┌────────

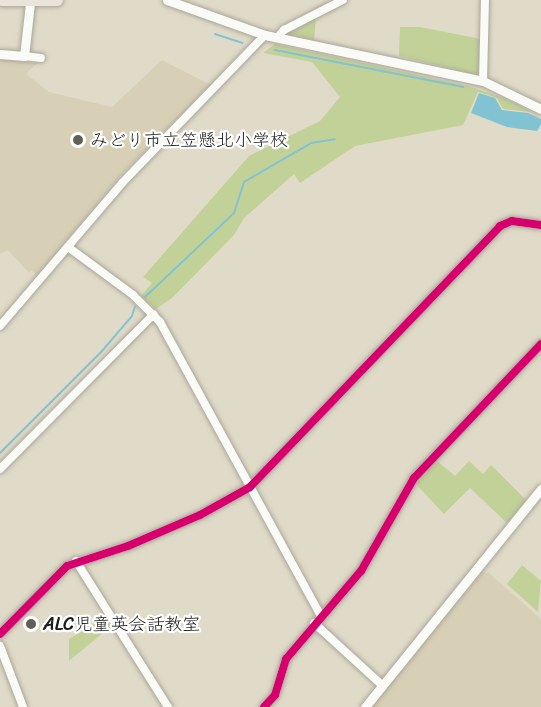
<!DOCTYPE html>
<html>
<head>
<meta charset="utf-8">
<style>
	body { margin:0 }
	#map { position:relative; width:541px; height:707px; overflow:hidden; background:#e0dbc8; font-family:Sriracha,"Klee One",sans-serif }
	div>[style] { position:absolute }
	.built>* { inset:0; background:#d7d0b6 }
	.green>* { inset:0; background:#c2d198 }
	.water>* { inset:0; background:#82c3d3 }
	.stream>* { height:2px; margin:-1px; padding:0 1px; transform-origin:1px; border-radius:1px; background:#82c3d3 }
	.roads { filter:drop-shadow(0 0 2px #aaa69a) drop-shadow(0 0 2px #aaa69a) }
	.minor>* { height:8px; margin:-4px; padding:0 4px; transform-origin:4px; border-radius:4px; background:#fafaf7 }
	.tertiary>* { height:9px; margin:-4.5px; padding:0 4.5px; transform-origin:4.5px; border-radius:4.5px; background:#fafaf7 }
	.primary>* { height:12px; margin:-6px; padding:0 6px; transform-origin:6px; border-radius:6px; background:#ebe4da }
	.cycleway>* { height:8px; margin:-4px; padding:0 4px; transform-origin:4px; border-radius:4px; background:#d6006c }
	.dots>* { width:16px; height:16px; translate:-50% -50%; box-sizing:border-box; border:3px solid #fff; border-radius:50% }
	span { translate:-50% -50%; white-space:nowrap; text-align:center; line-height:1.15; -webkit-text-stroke:4.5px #fff; paint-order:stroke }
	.poi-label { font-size:18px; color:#1c1c1c }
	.left { translate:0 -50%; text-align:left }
</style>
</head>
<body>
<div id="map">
	<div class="built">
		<div style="clip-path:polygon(0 59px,37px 63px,26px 74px,49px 92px,112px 107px,162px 60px,211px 85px,124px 172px,37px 276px,32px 270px,29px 273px,8px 250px,0 254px)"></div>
		<div style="clip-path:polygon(482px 572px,489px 573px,541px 619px,541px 707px,372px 707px)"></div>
	</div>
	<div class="green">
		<div style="clip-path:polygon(316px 18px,314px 40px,287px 34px,289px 32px)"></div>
		<div style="clip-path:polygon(400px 27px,420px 27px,481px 39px,481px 73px,477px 75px,399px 56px)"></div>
		<div style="clip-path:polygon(275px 44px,468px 86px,504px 98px,527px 109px,541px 119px,530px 112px,503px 109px,497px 98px,478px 92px,463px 125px,355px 146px,300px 183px,294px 174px,244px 218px,234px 235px,172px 298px,156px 309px,141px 296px,152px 283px,143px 277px,249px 156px,320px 121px,340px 97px,312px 62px,263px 53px)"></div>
		<div style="clip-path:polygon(436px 460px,455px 476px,469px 461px,483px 474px,491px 465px,526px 500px,507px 523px,470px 488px,444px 514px,414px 482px)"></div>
		<div style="clip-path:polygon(522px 565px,541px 581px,538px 612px,507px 584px)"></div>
		<div style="clip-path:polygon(104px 618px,110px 627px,69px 661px,69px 639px)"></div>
	</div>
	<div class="water">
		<div style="clip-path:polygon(479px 93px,495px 98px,502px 110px,528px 113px,541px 119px,541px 124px,537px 131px,507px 127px,471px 113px)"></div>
	</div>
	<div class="stream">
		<div style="left:215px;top:34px;width:29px;rotate:18deg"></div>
		<div style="left:275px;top:50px;width:192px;rotate:11.1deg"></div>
		<div style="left:145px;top:297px;width:122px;rotate:-43.3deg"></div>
		<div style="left:234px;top:213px;width:33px;rotate:-72deg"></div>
		<div style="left:244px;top:182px;width:78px;rotate:-30.2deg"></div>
		<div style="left:311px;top:143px;width:24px;rotate:-9deg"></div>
		<div style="left:0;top:453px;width:144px;rotate:-45deg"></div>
		<div style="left:102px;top:351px;width:46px;rotate:-49.4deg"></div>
		<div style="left:132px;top:316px;width:10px;rotate:-73deg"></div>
	</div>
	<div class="roads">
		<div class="minor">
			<div style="left:277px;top:38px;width:11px;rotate:-49deg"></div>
			<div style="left:284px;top:30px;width:66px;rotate:-27deg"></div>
			<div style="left:24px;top:56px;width:17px;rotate:7deg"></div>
			<div style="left:483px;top:81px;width:81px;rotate:-88.6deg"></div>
			<div style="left:68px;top:247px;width:81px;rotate:36.4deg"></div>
			<div style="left:133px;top:295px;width:38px;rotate:45deg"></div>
			<div style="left:160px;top:322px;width:333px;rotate:61.3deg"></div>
			<div style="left:0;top:326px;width:189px;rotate:-49.5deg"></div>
			<div style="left:123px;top:182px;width:204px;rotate:-46deg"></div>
			<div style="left:0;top:469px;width:218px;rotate:-45.2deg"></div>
			<div style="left:76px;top:561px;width:173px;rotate:57.8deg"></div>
			<div style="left:314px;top:623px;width:93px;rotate:42.4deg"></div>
			<div style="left:0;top:634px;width:95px;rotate:-45.4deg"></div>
			<div style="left:67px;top:566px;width:64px;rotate:-18.2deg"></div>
			<div style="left:128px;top:546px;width:78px;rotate:-23.3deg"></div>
			<div style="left:200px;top:515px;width:57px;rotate:-29.2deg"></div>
			<div style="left:250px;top:487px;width:361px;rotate:-46.2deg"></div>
			<div style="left:500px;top:226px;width:13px;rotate:-23deg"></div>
			<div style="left:512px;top:221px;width:29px;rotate:8deg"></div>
			<div style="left:0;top:646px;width:65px;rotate:69.3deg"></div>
			<div style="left:264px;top:707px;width:16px;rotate:-47deg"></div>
			<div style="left:275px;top:695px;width:38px;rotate:-73deg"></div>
			<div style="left:286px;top:659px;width:116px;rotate:-49.6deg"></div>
			<div style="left:361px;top:571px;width:107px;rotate:-60.3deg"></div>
			<div style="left:414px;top:478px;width:185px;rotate:-46.5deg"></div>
		</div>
		<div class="tertiary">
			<div style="left:167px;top:0;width:104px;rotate:19.7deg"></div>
			<div style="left:265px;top:35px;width:223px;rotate:11.9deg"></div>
			<div style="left:483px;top:81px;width:64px;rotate:25.8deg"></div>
			<div style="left:0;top:54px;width:24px;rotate:5deg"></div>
			<div style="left:24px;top:56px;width:53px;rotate:-83.5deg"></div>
			<div style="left:365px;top:707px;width:280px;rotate:-51.1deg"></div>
		</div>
		<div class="primary">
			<div style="left:2px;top:0;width:55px"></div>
		</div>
	</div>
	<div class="cycleway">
		<div style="left:0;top:634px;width:95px;rotate:-45.4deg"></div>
		<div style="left:67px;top:566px;width:64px;rotate:-18.2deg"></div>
		<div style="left:128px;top:546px;width:78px;rotate:-23.3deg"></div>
		<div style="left:200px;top:515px;width:57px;rotate:-29.2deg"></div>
		<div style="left:250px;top:487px;width:361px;rotate:-46.2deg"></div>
		<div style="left:500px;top:226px;width:13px;rotate:-23deg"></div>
		<div style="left:512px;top:221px;width:29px;rotate:8deg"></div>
		<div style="left:264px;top:707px;width:16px;rotate:-47deg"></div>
		<div style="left:275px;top:695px;width:38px;rotate:-73deg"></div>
		<div style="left:286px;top:659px;width:116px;rotate:-49.6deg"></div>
		<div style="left:361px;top:571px;width:107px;rotate:-60.3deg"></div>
		<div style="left:414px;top:478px;width:185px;rotate:-46.5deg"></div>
	</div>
	<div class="dots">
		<div style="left:78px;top:140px;background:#615f58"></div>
		<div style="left:31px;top:624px;background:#615f58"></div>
	</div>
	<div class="poi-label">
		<span class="left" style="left:90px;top:140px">みどり市立笠懸北小学校</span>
		<span class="left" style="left:43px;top:624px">ALC児童英会話教室</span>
	</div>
</div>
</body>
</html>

└────────

Exercise details
Write out exactly the lines that run from the top of the listing above to the line containing "filter:drop-shadow(0 0 2px", both ends included. Omit every picture.

Answer
<!DOCTYPE html>
<html>
<head>
<meta charset="utf-8">
<style>
	body { margin:0 }
	#map { position:relative; width:541px; height:707px; overflow:hidden; background:#e0dbc8; font-family:Sriracha,"Klee One",sans-serif }
	div>[style] { position:absolute }
	.built>* { inset:0; background:#d7d0b6 }
	.green>* { inset:0; background:#c2d198 }
	.water>* { inset:0; background:#82c3d3 }
	.stream>* { height:2px; margin:-1px; padding:0 1px; transform-origin:1px; border-radius:1px; background:#82c3d3 }
	.roads { filter:drop-shadow(0 0 2px #aaa69a) drop-shadow(0 0 2px #aaa69a) }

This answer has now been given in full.